The United States notoriously tested dozens of nuclear weapons on the Marshall Islands in the 1940s and ’50s, poisoning a generation and making whole areas unlivable. In 1954, the United States used the area to conduct the largest nuclear test in history, Castle Bravo. Since the 1980s, the United States has provided about $2 billion in compensation to the Marshallese as well as related development assistance.
In the Marshall Islands, the nuclear legacy remains visceral. In 2022, Yun visited Runit Dome, where the United States dumped thirty thousand tons of nuclear waste in the late 1970s. A school choir welcomed the US delegation and sang, “We live in fear, fear of the bombs, guns, and nuclear.”
Nuclear reparations, climate change, and the environment were sticking points in the negotiations Yun oversaw, and the Marshallese nearly walked out.
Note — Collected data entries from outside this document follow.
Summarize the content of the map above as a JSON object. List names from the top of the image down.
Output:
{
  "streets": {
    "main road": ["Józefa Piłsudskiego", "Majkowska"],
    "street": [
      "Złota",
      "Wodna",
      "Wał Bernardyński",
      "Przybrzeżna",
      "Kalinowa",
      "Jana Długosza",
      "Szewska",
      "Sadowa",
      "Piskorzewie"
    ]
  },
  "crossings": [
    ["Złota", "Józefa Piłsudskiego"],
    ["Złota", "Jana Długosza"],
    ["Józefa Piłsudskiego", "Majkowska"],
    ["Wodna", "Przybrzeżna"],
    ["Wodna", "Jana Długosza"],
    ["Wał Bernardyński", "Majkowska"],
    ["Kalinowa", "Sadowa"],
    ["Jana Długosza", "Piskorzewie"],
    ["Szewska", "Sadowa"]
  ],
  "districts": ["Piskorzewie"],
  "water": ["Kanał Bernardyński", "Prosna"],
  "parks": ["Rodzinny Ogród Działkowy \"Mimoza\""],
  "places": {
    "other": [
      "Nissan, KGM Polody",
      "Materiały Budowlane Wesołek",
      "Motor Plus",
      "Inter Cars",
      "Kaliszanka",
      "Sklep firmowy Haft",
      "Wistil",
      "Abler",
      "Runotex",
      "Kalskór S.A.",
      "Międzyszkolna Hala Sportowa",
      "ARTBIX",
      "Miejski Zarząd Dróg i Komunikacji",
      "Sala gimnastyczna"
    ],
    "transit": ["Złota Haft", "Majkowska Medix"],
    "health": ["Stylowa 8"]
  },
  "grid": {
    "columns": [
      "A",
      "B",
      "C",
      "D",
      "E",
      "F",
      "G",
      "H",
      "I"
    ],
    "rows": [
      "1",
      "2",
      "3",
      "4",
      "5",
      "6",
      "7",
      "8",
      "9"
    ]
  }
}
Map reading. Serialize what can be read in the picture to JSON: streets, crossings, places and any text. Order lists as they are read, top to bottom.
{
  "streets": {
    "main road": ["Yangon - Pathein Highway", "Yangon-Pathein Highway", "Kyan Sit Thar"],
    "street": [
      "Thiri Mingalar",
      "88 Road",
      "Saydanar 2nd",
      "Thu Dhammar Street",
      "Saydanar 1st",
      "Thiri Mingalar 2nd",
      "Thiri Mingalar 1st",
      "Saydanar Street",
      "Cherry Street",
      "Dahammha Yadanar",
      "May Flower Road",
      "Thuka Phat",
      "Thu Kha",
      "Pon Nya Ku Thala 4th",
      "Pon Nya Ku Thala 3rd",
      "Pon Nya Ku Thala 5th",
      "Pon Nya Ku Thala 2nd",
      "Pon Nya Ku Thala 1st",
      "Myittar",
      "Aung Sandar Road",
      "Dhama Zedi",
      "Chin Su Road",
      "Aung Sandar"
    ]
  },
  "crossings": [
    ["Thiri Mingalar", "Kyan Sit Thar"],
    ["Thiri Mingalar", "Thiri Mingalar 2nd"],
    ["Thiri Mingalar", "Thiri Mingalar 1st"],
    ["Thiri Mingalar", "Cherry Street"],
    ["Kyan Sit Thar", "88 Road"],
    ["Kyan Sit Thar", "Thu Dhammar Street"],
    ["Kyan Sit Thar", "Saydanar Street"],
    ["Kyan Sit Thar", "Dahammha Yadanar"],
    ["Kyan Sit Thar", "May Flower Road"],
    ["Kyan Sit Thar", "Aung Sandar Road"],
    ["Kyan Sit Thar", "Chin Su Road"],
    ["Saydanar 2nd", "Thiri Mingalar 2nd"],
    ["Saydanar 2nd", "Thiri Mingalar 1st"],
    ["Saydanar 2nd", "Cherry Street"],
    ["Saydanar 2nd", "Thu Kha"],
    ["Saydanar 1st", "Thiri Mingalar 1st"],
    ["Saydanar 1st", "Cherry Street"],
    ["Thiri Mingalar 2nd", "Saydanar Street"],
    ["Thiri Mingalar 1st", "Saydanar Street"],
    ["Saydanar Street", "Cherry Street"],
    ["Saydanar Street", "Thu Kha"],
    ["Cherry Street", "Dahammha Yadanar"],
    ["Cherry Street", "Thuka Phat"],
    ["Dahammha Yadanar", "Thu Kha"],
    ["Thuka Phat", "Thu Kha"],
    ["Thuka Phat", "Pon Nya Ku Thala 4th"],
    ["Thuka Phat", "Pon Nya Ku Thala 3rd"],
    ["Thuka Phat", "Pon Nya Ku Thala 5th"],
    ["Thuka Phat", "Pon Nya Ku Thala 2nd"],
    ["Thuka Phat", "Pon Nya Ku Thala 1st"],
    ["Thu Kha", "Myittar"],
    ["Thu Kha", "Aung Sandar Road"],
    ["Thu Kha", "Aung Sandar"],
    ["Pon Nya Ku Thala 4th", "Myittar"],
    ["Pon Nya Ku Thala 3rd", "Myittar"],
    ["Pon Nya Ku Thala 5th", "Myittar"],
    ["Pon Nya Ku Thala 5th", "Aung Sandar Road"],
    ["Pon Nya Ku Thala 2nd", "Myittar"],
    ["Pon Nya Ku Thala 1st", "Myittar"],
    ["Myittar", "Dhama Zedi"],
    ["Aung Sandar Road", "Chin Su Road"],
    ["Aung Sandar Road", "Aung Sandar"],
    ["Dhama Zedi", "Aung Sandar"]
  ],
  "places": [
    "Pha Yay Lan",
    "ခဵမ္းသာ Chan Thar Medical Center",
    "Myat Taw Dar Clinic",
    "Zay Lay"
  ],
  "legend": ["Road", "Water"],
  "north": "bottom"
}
But the much smaller country didn’t have leverage or an alternative.
In the Marshall Islands, the nuclear legacy remains visceral.
“Part of Joe Yun’s job was to play hardball with them, effectively treat them like North Korea on this issue,” Jackson, now a professor at Victoria University of Wellington in New Zealand, explained.
The compact agreements are important to clients of the Asia Group. There’s a strong chance that Lockheed Martin will land a resulting contract for an over-the-horizon radar system in Palau, whose construction experts say will cause serious environmental damage. Lockheed already operates a missile defense system with advanced radar in Guam as part of a $528 million contract.
It’s a criminal offense, under federal law, for government employees to knowingly participate “personally and substantially in a particular Government matter” that has a direct and predictable economic effect on their employer’s financial employer.
“We would never let someone come into a government job and keep a job with a law firm or a consulting firm,” Painter, who now teaches at the University of Minnesota, told me. “If you come into government, you quit your day job,” Painter said. “Otherwise, all the firm’s conflicts become yours.”
The fact that there are serious ethical concerns about foreign-policy leaders in the Biden administration reveals the limitations of current government ethics rules. It also reveals the limits of those officials’ foreign-policy thinking. The United States has a troubling legacy in the Pacific islands region, and it keeps testing new missiles in the Marshall Islands and expanding its military footprint — ultimately enriching the very corporations drawn to the Asia Group’s services.
“You’re advocating for and implementing a foreign policy that generates military requirements that benefit the clients of your firm,” Jackson told me. “The conflict of interest is very in your face.”